Cyber-related fraud hitting new levels

Yesterday, the Office for National Statics (ONS) released its crime in England and Wales statistical bulletin.

The latest comparable figures revealed that fraud offences – collated by the NFIB from Action Fraud, Cifas and UK Finance – experienced a 4% increase in England and Wales (up to 653,468 offences) in the year ending June 2017 compared with the previous year. This follows similar rises in each of the last five years.

The stats actually show that cybercrime has dropped with 1.9 million incidents of online fraud and 1.6 million incidents of ‘computer misuse’ recorded. However, Experimental Statistics from the CSEW estimated that of the 3.3 million incidents of fraud, over half were (57%; 1.9 million incidents) cyber-related. A shift is developing.

>See also: Cyber crime: an unprecedented threat to society?

The main difference between CSEW and NFIB fraud data arises from the fact that most fraud offences do not come to the attention of the police. As a result, police recorded crime data give a very partial picture of the extent of fraud, while CSEW estimates provide a more complete picture of the threat.
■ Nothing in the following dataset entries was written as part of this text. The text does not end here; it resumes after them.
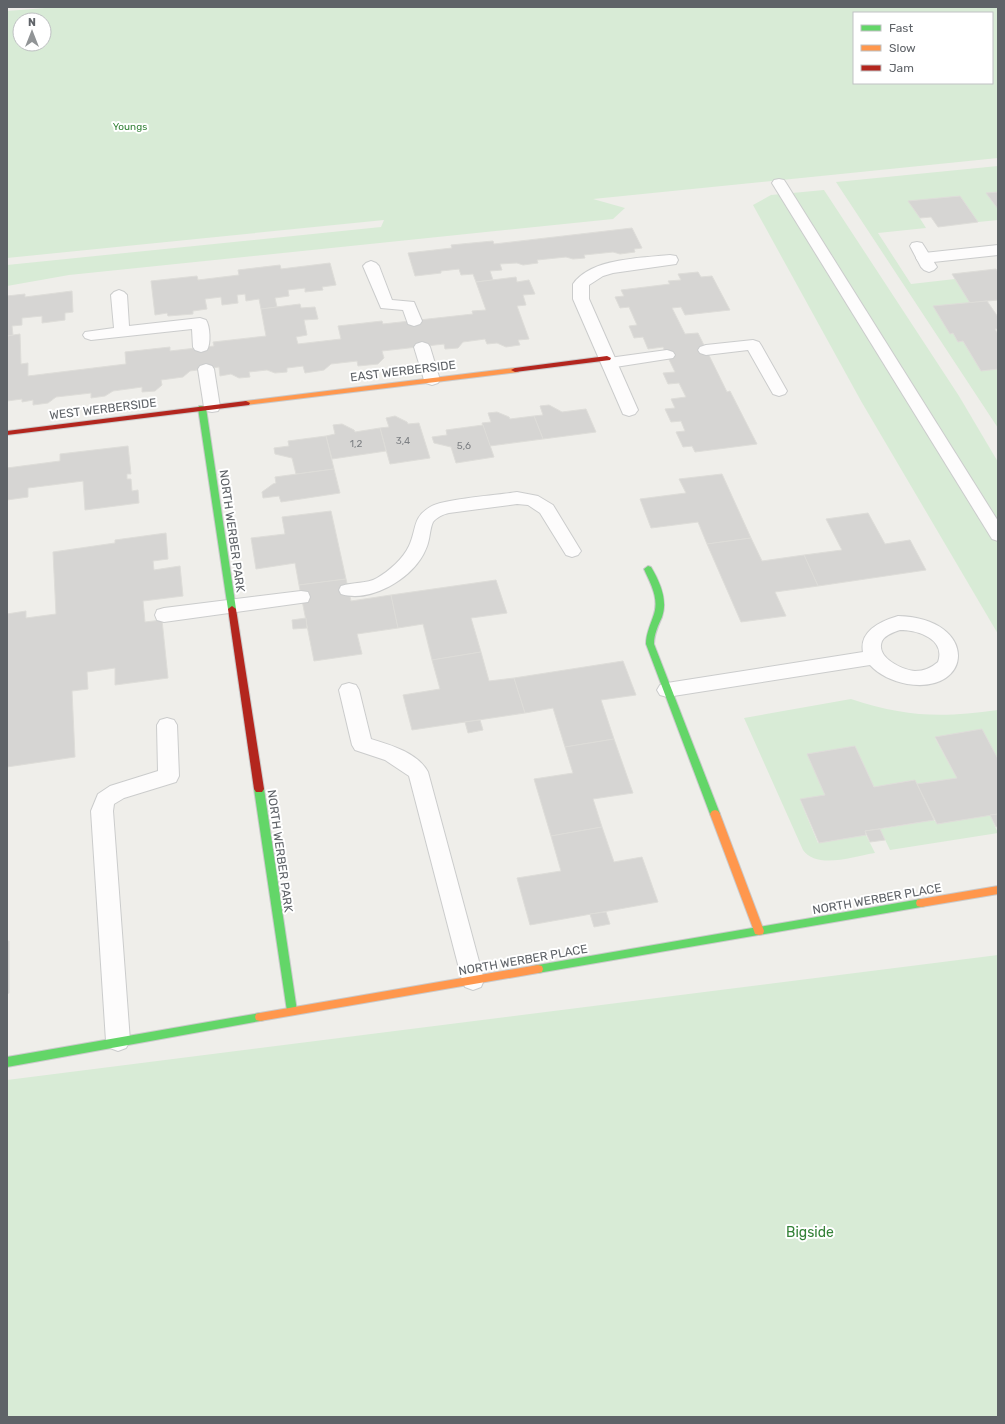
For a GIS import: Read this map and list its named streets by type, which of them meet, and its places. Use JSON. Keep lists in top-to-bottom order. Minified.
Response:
{"streets":{"street":["EAST WERBERSIDE","WEST WERBERSIDE","NORTH WERBER PARK","NORTH WERBER PLACE"]},"crossings":[["EAST WERBERSIDE","WEST WERBERSIDE"],["EAST WERBERSIDE","NORTH WERBER PARK"],["WEST WERBERSIDE","NORTH WERBER PARK"],["NORTH WERBER PARK","NORTH WERBER PLACE"]],"parks":["Youngs","Bigside"],"house_numbers":["3,4","1,2","5,6"],"legend":["Fast","Slow","Jam"],"north":"top"}
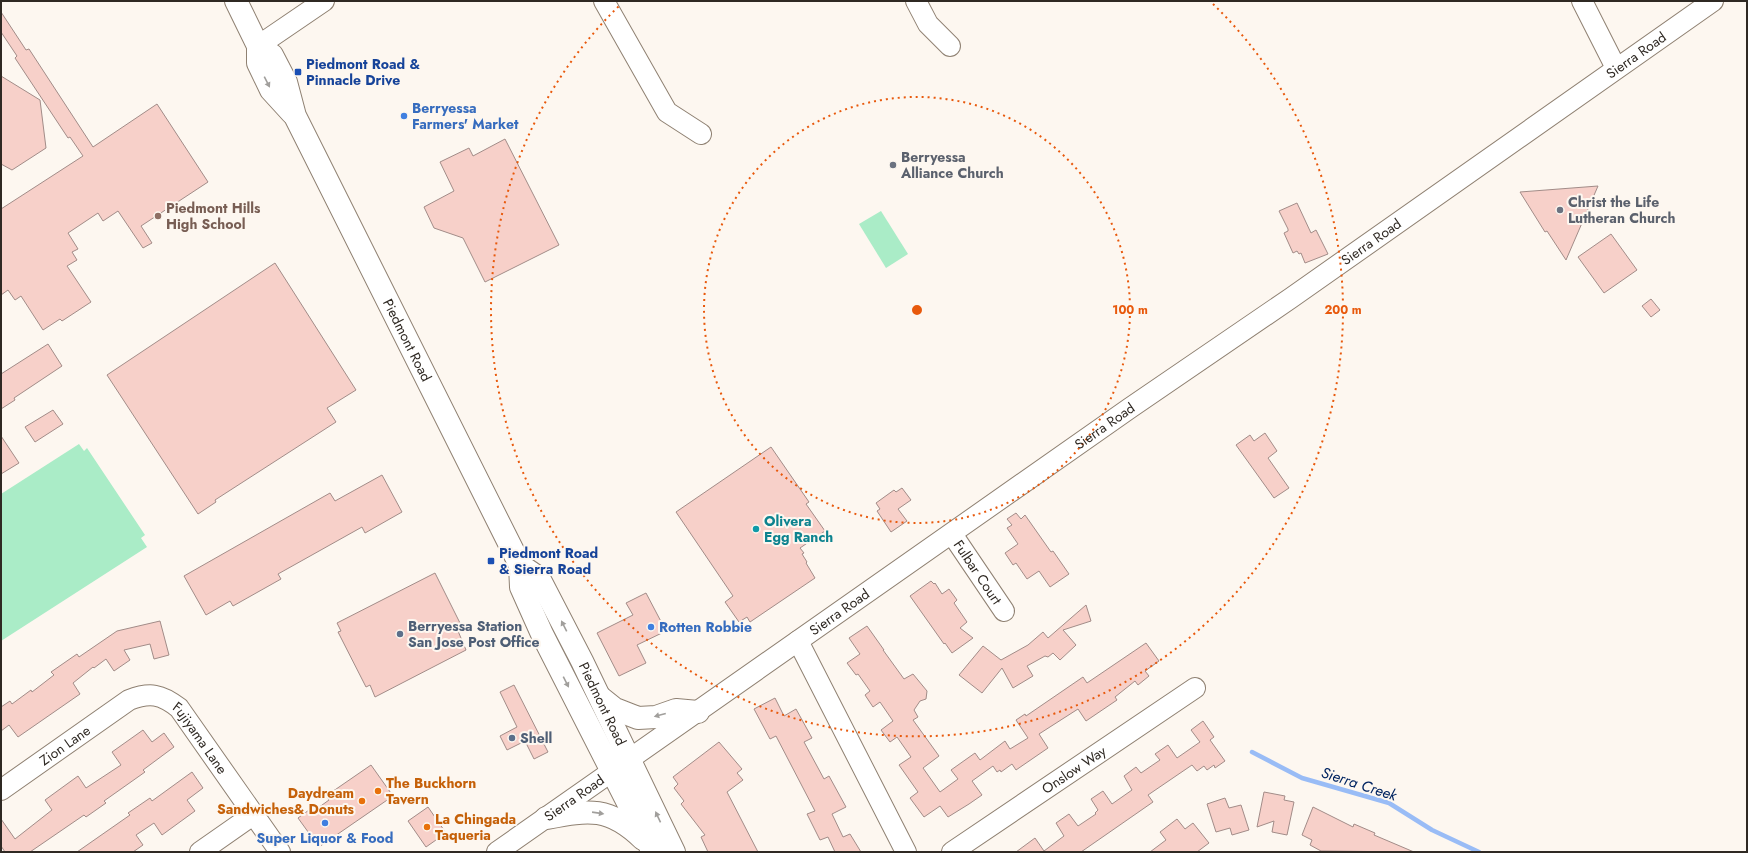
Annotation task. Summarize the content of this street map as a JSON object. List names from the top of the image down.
{
  "streets": {
    "main road": ["Piedmont Road"],
    "street": [
      "Sierra Road",
      "Fulbar Court",
      "Fujiyama Lane",
      "Zion Lane",
      "Onslow Way"
    ]
  },
  "crossings": [
    ["Sierra Road", "Piedmont Road"],
    ["Sierra Road", "Fulbar Court"],
    ["Fujiyama Lane", "Zion Lane"]
  ],
  "water": ["Sierra Creek"],
  "places": {
    "transit": ["Piedmont Road & Pinnacle Drive", "Piedmont Road & Sierra Road"],
    "other": [
      "Berryessa Farmers' Market",
      "Berryessa Alliance Church",
      "Christ the Life Lutheran Church",
      "Piedmont Hills High School",
      "Olivera Egg Ranch",
      "Rotten Robbie",
      "Berryessa Station San Jose Post Office",
      "Shell",
      "The Buckhorn Tavern",
      "Daydream Sandwiches& Donuts",
      "Super Liquor & Food",
      "La Chingada Taqueria"
    ]
  },
  "rings": ["100 m", "200 m"]
}
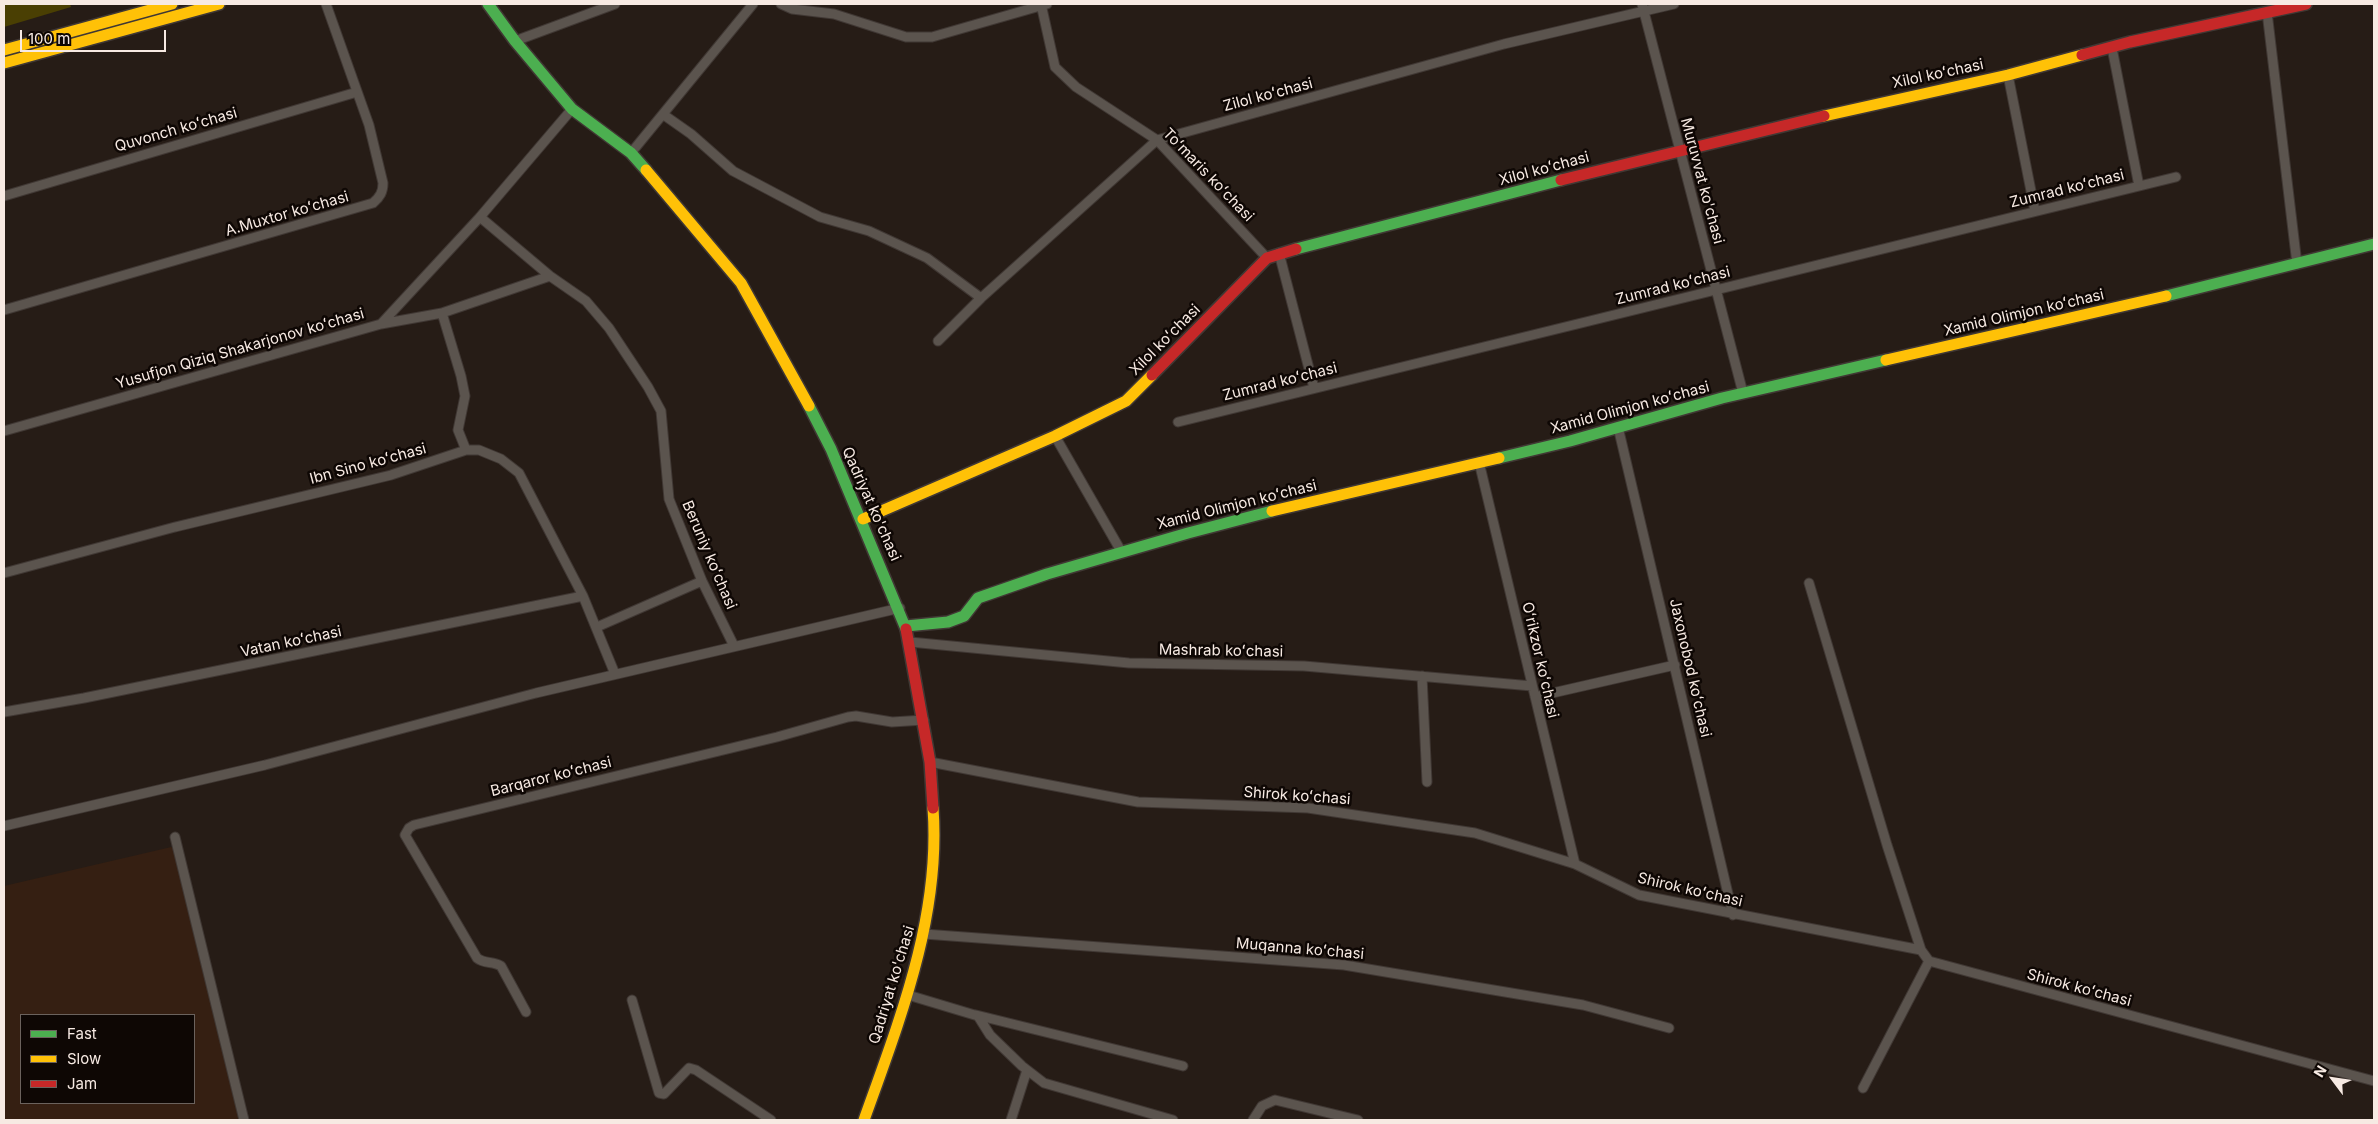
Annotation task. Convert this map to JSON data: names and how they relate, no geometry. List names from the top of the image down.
{
  "streets": {
    "street": [
      "Xilol koʻchasi",
      "Zilol koʻchasi",
      "Quvonch koʻchasi",
      "Toʻmaris koʻchasi",
      "Muruvvat ko'chasi",
      "Zumrad koʻchasi",
      "A.Muxtor koʻchasi",
      "Xamid Olimjon koʻchasi",
      "Yusufjon Qiziq Shakarjonov koʻchasi",
      "Ibn Sino koʻchasi",
      "Qadriyat ko'chasi",
      "Beruniy koʻchasi",
      "Vatan koʻchasi",
      "Mashrab koʻchasi",
      "Oʻrikzor koʻchasi",
      "Jaxonobod koʻchasi",
      "Barqaror koʻchasi",
      "Shirok koʻchasi",
      "Muqanna koʻchasi"
    ]
  },
  "crossings": [
    ["Xilol koʻchasi", "Toʻmaris koʻchasi"],
    ["Xilol koʻchasi", "Muruvvat ko'chasi"],
    ["Xilol koʻchasi", "Qadriyat ko'chasi"],
    ["Zilol koʻchasi", "Toʻmaris koʻchasi"],
    ["Zilol koʻchasi", "Muruvvat ko'chasi"],
    ["Quvonch koʻchasi", "A.Muxtor koʻchasi"],
    ["Muruvvat ko'chasi", "Zumrad koʻchasi"],
    ["Muruvvat ko'chasi", "Xamid Olimjon koʻchasi"],
    ["Xamid Olimjon koʻchasi", "Qadriyat ko'chasi"],
    ["Xamid Olimjon koʻchasi", "Oʻrikzor koʻchasi"],
    ["Xamid Olimjon koʻchasi", "Jaxonobod koʻchasi"],
    ["Yusufjon Qiziq Shakarjonov koʻchasi", "Qadriyat ko'chasi"],
    ["Yusufjon Qiziq Shakarjonov koʻchasi", "Beruniy koʻchasi"],
    ["Ibn Sino koʻchasi", "Vatan koʻchasi"],
    ["Qadriyat ko'chasi", "Mashrab koʻchasi"],
    ["Qadriyat ko'chasi", "Barqaror koʻchasi"],
    ["Qadriyat ko'chasi", "Shirok koʻchasi"],
    ["Qadriyat ko'chasi", "Muqanna koʻchasi"],
    ["Mashrab koʻchasi", "Oʻrikzor koʻchasi"],
    ["Oʻrikzor koʻchasi", "Shirok koʻchasi"],
    ["Jaxonobod koʻchasi", "Shirok koʻchasi"]
  ],
  "legend": ["Fast", "Slow", "Jam"],
  "scale_bar": "100 m",
  "north": "top left"
}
Commenting on this, Ryan Wilk, VP at NuData Security, said “This level of recorded fraud figures is astounding, and bad news for consumers who often bear the brunt of many direct costs and pains – especially in account takeover and new account fraud. The increasing volume of attacks globally has also been attributed to more fraudsters willing to commit the crime, more data available on the black market, and more financial institutions and merchants that are vulnerable to attacks. It’s incumbent upon companies to secure their customers’ trust by keeping their accounts safe from hackers without hurting their customer experience. They can’t afford to hear their customers say, ‘My account got hacked again.’”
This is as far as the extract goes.